### Exercise details
From the data below, tally each line that has "position" in it, then give that tally without comment.

### Task data
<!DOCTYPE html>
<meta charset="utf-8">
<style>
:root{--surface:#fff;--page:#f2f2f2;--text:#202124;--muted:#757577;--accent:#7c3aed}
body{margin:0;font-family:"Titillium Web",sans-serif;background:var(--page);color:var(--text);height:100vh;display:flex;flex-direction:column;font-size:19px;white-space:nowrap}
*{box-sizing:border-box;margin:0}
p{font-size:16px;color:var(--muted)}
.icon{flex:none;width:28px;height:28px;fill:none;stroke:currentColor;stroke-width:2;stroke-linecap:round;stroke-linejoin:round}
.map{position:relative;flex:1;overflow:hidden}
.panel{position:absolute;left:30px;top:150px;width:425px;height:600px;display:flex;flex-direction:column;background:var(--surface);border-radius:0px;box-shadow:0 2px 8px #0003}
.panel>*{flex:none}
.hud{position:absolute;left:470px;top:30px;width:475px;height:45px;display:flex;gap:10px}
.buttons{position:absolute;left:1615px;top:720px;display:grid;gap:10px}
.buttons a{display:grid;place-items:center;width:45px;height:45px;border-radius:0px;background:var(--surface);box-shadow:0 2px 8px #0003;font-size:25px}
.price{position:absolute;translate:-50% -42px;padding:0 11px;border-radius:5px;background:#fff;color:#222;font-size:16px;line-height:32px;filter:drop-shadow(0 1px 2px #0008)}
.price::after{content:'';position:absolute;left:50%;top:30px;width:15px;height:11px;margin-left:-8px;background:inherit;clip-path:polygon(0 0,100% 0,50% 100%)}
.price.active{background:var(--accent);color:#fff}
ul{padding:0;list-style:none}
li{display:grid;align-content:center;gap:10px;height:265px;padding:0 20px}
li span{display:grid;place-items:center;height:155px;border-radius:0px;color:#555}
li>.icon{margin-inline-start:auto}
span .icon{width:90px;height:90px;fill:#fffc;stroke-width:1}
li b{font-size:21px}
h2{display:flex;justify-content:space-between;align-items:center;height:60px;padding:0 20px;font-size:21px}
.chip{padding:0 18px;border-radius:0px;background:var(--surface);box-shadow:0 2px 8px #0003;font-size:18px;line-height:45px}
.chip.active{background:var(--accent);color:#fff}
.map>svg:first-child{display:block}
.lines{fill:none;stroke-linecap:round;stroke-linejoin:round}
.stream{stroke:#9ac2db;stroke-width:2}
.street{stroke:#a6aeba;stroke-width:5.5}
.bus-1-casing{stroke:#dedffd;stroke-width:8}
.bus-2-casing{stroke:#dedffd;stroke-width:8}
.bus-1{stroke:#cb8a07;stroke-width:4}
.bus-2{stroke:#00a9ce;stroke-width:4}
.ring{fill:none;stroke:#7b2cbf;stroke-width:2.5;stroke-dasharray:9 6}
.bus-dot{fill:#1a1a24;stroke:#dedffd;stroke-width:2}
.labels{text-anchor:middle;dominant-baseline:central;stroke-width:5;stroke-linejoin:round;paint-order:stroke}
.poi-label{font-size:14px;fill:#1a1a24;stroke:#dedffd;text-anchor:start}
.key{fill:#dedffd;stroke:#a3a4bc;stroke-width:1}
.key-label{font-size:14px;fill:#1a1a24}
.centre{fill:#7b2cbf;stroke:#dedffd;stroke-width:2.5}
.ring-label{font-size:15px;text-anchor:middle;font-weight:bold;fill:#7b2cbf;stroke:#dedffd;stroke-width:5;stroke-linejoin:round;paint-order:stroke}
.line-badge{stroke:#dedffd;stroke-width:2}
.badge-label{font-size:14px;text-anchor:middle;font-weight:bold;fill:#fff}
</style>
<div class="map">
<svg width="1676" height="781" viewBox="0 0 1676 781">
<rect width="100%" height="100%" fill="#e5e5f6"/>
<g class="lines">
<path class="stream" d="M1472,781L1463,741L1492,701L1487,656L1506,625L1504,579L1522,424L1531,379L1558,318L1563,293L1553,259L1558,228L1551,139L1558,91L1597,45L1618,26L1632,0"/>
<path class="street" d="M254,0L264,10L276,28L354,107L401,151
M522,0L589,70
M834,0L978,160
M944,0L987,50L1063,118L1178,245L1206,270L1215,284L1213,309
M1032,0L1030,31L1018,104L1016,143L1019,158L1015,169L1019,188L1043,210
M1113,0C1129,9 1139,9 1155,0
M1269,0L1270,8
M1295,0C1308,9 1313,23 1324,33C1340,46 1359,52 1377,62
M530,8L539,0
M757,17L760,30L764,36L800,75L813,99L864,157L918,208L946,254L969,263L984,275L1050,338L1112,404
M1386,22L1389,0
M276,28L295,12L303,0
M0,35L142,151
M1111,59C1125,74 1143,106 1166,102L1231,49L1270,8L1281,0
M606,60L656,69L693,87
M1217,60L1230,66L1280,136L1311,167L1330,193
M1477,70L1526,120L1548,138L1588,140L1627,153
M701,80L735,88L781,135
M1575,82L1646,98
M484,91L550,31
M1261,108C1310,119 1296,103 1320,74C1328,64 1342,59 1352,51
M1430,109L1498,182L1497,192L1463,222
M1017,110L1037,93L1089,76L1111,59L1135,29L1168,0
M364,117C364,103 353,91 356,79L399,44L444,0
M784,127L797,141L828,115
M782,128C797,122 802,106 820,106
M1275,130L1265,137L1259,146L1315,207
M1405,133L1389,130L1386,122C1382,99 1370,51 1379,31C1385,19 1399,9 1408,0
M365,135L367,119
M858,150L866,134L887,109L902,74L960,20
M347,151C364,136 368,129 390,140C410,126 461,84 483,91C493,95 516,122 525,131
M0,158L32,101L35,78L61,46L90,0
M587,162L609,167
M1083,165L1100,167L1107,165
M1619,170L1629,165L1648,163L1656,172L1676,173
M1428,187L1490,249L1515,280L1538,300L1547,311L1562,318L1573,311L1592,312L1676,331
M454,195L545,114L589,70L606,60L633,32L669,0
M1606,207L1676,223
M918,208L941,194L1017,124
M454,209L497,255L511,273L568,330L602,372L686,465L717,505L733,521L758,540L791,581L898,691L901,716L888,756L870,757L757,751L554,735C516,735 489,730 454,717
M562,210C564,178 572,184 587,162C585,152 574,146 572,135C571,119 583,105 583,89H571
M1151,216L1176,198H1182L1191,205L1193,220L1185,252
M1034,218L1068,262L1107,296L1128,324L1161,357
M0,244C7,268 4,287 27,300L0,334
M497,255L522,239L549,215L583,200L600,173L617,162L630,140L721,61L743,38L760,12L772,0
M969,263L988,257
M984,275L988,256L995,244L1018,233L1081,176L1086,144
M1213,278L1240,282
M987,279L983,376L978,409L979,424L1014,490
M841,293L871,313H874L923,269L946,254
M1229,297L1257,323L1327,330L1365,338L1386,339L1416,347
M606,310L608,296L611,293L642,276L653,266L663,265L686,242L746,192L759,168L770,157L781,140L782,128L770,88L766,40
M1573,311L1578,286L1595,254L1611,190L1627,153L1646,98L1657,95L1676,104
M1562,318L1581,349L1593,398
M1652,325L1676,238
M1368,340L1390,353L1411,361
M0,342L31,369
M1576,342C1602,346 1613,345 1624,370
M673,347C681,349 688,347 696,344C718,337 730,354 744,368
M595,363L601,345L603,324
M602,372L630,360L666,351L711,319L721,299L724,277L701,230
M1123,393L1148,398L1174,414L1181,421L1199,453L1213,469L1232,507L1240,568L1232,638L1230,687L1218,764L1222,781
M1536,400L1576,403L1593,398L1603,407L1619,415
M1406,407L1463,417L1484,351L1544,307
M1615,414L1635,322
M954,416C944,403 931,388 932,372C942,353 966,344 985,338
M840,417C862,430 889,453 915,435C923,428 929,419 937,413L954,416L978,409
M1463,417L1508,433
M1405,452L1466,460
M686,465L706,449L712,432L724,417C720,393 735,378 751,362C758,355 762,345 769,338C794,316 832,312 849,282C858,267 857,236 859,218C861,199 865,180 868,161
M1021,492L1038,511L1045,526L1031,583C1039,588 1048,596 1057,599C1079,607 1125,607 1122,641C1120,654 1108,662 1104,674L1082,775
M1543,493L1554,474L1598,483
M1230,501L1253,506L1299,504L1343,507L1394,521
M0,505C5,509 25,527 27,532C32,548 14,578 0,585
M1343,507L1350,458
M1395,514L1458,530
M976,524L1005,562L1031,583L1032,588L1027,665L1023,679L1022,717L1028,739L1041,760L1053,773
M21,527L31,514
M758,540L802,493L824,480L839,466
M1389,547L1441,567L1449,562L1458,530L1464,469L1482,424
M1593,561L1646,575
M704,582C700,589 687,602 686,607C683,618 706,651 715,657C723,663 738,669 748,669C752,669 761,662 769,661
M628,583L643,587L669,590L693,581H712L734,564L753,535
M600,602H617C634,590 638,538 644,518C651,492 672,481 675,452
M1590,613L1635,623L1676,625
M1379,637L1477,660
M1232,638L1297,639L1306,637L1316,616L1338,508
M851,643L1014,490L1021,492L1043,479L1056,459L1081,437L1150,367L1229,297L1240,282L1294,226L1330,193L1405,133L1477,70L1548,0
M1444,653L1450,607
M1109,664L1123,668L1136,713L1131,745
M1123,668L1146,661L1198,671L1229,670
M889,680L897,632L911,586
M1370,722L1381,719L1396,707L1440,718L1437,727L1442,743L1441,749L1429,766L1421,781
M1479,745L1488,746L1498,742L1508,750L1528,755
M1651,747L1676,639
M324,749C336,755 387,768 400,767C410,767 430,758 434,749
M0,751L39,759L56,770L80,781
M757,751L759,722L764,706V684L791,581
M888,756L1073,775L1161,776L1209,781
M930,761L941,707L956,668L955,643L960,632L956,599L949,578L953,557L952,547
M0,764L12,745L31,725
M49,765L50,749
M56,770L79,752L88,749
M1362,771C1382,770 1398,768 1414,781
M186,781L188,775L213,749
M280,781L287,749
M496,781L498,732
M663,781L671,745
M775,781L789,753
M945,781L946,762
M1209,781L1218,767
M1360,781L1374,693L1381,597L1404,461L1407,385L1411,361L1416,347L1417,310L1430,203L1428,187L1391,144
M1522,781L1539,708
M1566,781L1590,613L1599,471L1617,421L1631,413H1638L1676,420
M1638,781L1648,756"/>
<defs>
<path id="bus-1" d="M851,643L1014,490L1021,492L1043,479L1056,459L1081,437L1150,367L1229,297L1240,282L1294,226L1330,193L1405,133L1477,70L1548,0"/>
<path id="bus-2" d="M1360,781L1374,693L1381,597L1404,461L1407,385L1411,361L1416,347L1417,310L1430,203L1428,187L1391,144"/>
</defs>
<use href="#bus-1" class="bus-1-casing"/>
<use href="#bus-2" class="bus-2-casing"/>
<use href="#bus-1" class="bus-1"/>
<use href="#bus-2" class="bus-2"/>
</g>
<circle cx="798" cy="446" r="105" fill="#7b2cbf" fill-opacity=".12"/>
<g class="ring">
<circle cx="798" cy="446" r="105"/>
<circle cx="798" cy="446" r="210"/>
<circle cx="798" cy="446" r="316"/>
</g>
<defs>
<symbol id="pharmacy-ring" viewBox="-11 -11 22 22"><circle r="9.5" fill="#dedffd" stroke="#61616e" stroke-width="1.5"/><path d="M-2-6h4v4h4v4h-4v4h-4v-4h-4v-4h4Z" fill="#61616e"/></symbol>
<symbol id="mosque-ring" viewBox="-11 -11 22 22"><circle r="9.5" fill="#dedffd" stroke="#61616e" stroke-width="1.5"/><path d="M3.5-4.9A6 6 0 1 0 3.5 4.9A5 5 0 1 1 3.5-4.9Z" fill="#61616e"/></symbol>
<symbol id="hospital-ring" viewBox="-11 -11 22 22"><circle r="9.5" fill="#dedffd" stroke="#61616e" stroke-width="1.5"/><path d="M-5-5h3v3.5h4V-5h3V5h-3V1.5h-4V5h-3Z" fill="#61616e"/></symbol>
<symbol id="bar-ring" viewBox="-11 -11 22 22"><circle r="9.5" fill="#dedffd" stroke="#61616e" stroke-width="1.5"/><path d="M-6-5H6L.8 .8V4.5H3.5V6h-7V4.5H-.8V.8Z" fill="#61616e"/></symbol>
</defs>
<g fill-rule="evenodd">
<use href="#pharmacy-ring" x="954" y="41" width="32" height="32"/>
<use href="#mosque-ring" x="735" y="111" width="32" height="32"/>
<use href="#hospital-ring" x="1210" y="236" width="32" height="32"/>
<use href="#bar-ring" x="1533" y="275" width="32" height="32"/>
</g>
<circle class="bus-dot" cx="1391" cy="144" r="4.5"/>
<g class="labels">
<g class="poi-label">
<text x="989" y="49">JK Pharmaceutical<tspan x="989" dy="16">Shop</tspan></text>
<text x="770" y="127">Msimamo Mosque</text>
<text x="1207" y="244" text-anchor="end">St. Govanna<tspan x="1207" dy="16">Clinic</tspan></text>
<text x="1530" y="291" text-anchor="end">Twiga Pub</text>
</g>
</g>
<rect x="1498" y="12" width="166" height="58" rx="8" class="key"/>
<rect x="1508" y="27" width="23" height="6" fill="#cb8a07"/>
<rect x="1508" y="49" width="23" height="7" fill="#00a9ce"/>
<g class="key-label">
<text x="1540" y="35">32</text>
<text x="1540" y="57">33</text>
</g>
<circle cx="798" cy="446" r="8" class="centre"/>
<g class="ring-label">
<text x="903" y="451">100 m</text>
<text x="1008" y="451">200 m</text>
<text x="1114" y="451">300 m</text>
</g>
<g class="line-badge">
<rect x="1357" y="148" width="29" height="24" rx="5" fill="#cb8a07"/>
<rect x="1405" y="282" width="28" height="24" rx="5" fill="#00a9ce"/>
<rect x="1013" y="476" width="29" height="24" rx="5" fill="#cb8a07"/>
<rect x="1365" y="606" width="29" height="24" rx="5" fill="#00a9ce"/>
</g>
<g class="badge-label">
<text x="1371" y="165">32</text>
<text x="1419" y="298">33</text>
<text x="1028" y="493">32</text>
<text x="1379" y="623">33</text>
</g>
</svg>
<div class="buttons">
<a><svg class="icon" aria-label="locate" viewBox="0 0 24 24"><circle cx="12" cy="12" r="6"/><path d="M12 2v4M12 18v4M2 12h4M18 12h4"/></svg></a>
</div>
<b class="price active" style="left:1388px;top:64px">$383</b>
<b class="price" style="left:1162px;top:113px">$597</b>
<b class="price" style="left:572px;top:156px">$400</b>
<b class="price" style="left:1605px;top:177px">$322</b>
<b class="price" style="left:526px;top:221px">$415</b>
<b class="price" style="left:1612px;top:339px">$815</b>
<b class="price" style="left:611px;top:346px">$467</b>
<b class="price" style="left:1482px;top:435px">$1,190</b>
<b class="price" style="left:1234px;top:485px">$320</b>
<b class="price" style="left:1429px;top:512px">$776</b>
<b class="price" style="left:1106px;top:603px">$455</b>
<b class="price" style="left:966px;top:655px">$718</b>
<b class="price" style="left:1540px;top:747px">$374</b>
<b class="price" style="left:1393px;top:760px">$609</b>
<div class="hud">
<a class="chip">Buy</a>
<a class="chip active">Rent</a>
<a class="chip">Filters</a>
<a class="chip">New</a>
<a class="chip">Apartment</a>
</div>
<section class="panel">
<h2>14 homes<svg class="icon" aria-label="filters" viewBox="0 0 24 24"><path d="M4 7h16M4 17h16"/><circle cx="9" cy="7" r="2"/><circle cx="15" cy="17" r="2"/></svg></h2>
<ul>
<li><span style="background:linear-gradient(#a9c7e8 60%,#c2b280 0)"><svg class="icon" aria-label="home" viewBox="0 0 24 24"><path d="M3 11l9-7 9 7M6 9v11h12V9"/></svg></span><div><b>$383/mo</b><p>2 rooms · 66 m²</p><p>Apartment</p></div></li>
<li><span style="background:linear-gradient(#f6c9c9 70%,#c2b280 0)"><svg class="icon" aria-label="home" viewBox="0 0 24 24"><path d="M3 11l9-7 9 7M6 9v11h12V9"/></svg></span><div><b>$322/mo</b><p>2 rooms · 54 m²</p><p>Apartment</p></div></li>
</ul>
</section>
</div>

### Answer for this exercise
6